◆ WHAT YOU WILL DO
The records below must be reproduced exactly. Strip out the pictures.

◆ Stored data
*** Begin section ***
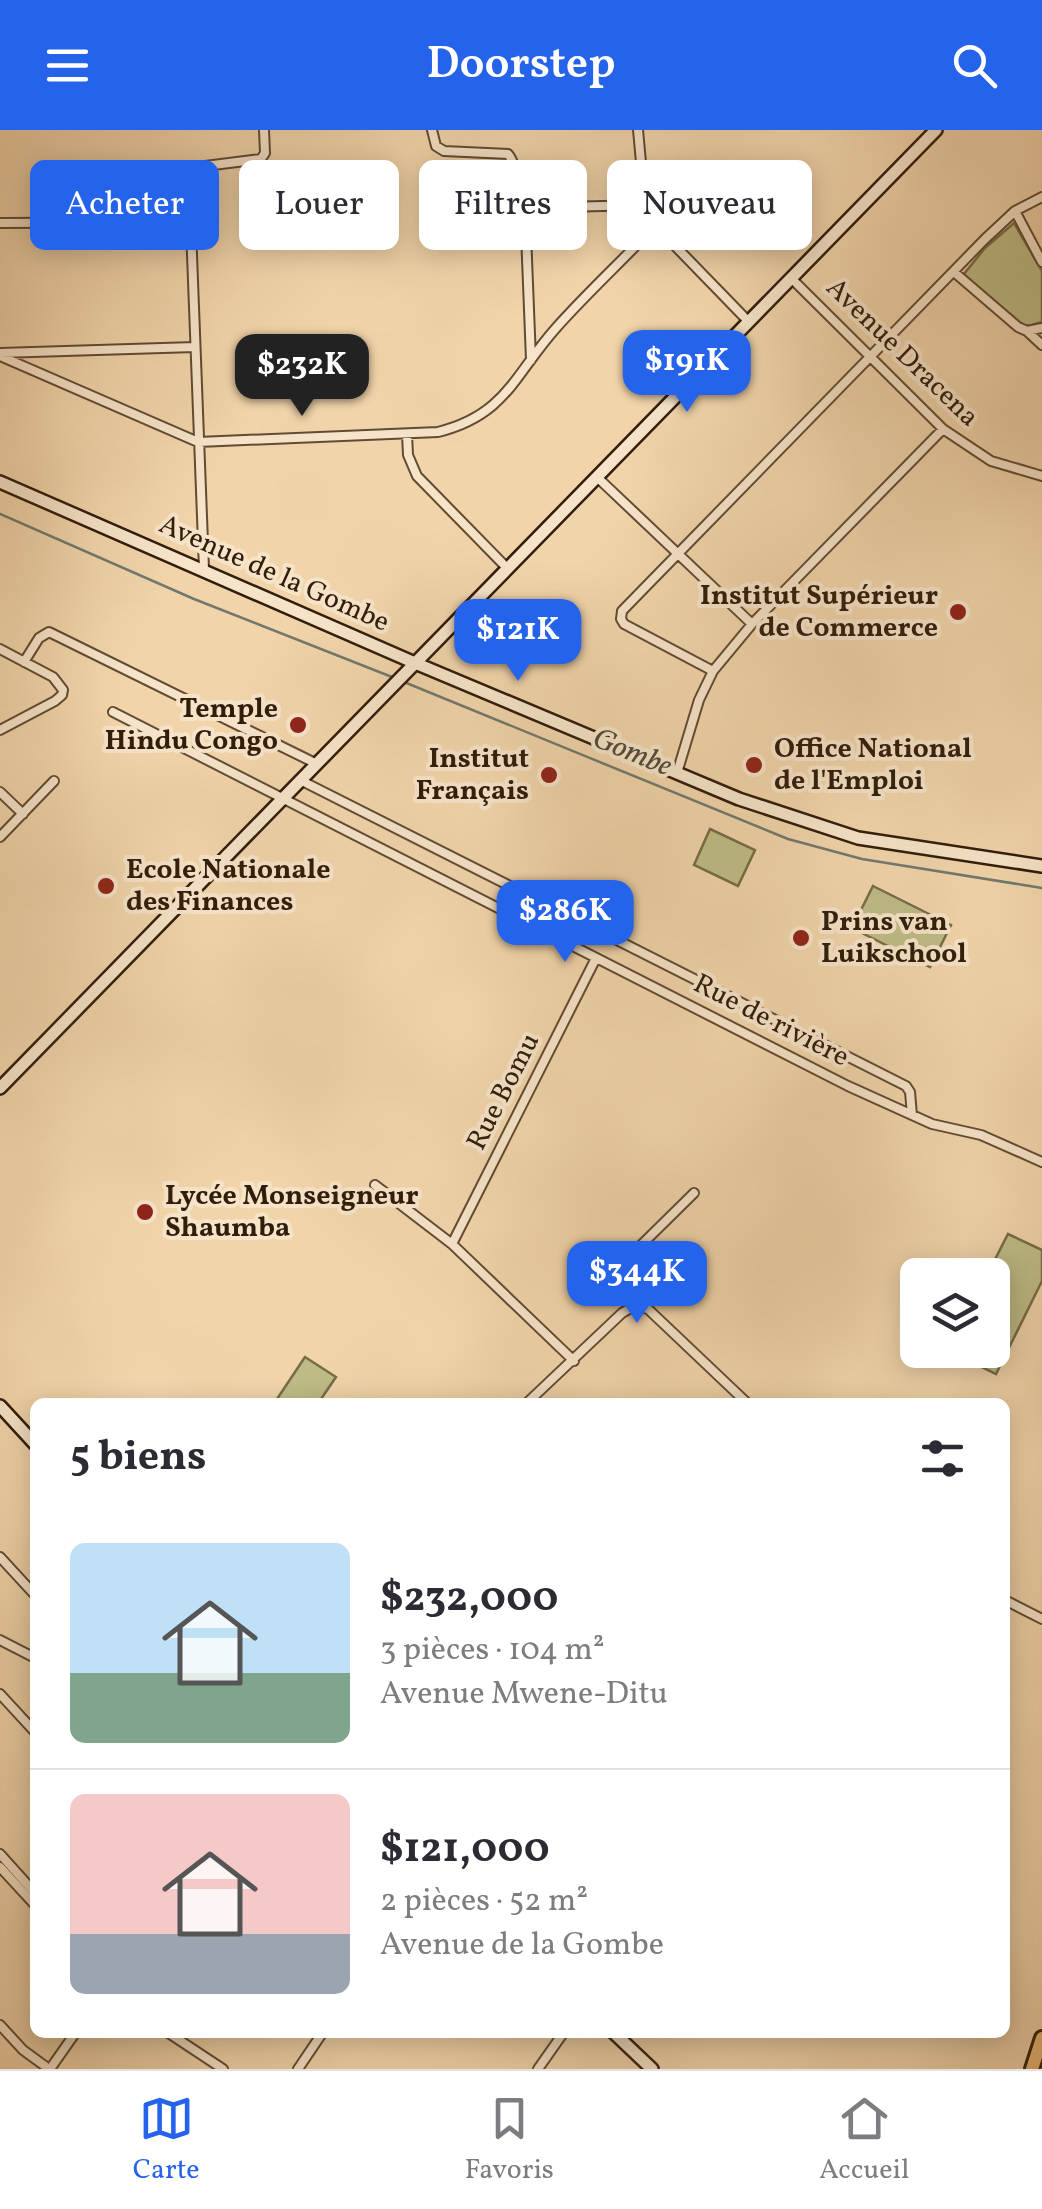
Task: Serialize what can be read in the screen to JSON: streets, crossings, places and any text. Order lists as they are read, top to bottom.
{
  "streets": {
    "street": [
      "Avenue Dracena",
      "Avenue de la Gombe",
      "Rue de rivière",
      "Rue Bomu"
    ]
  },
  "crossings": [
    ["Rue de rivière", "Rue Bomu"]
  ],
  "water": ["Gombe"],
  "places": [
    "Institut Supérieur de Commerce",
    "Temple Hindu Congo",
    "Office National de l'Emploi",
    "Institut Français",
    "Ecole Nationale des Finances",
    "Prins van Luikschool",
    "Lycée Monseigneur Shaumba"
  ],
  "page": {
    "header": "Doorstep",
    "chip": [
      "Acheter",
      "Louer",
      "Filtres",
      "Nouveau"
    ],
    "price": [
      "$191K",
      "$232K",
      "$121K",
      "$286K",
      "$344K"
    ],
    "heading": "5 biens",
    "list": [
      {
        "name": "$232,000",
        "note": "3 pièces · 104 m² · Avenue Mwene-Ditu"
      },
      {
        "name": "$121,000",
        "note": "2 pièces · 52 m² · Avenue de la Gombe"
      }
    ],
    "tabs": ["Carte", "Favoris", "Accueil"]
  }
}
*** End section ***
◆ FINISHED TASK
Task: Serialize what can be read in the screen to JSON: streets, crossings, places and any text. Order lists as they are read, top to bottom.
{
  "streets": {
    "street": [
      "Avenue Dracena",
      "Avenue de la Gombe",
      "Rue de rivière",
      "Rue Bomu"
    ]
  },
  "crossings": [
    ["Rue de rivière", "Rue Bomu"]
  ],
  "water": ["Gombe"],
  "places": [
    "Institut Supérieur de Commerce",
    "Temple Hindu Congo",
    "Office National de l'Emploi",
    "Institut Français",
    "Ecole Nationale des Finances",
    "Prins van Luikschool",
    "Lycée Monseigneur Shaumba"
  ],
  "page": {
    "header": "Doorstep",
    "chip": [
      "Acheter",
      "Louer",
      "Filtres",
      "Nouveau"
    ],
    "price": [
      "$191K",
      "$232K",
      "$121K",
      "$286K",
      "$344K"
    ],
    "heading": "5 biens",
    "list": [
      {
        "name": "$232,000",
        "note": "3 pièces · 104 m² · Avenue Mwene-Ditu"
      },
      {
        "name": "$121,000",
        "note": "2 pièces · 52 m² · Avenue de la Gombe"
      }
    ],
    "tabs": ["Carte", "Favoris", "Accueil"]
  }
}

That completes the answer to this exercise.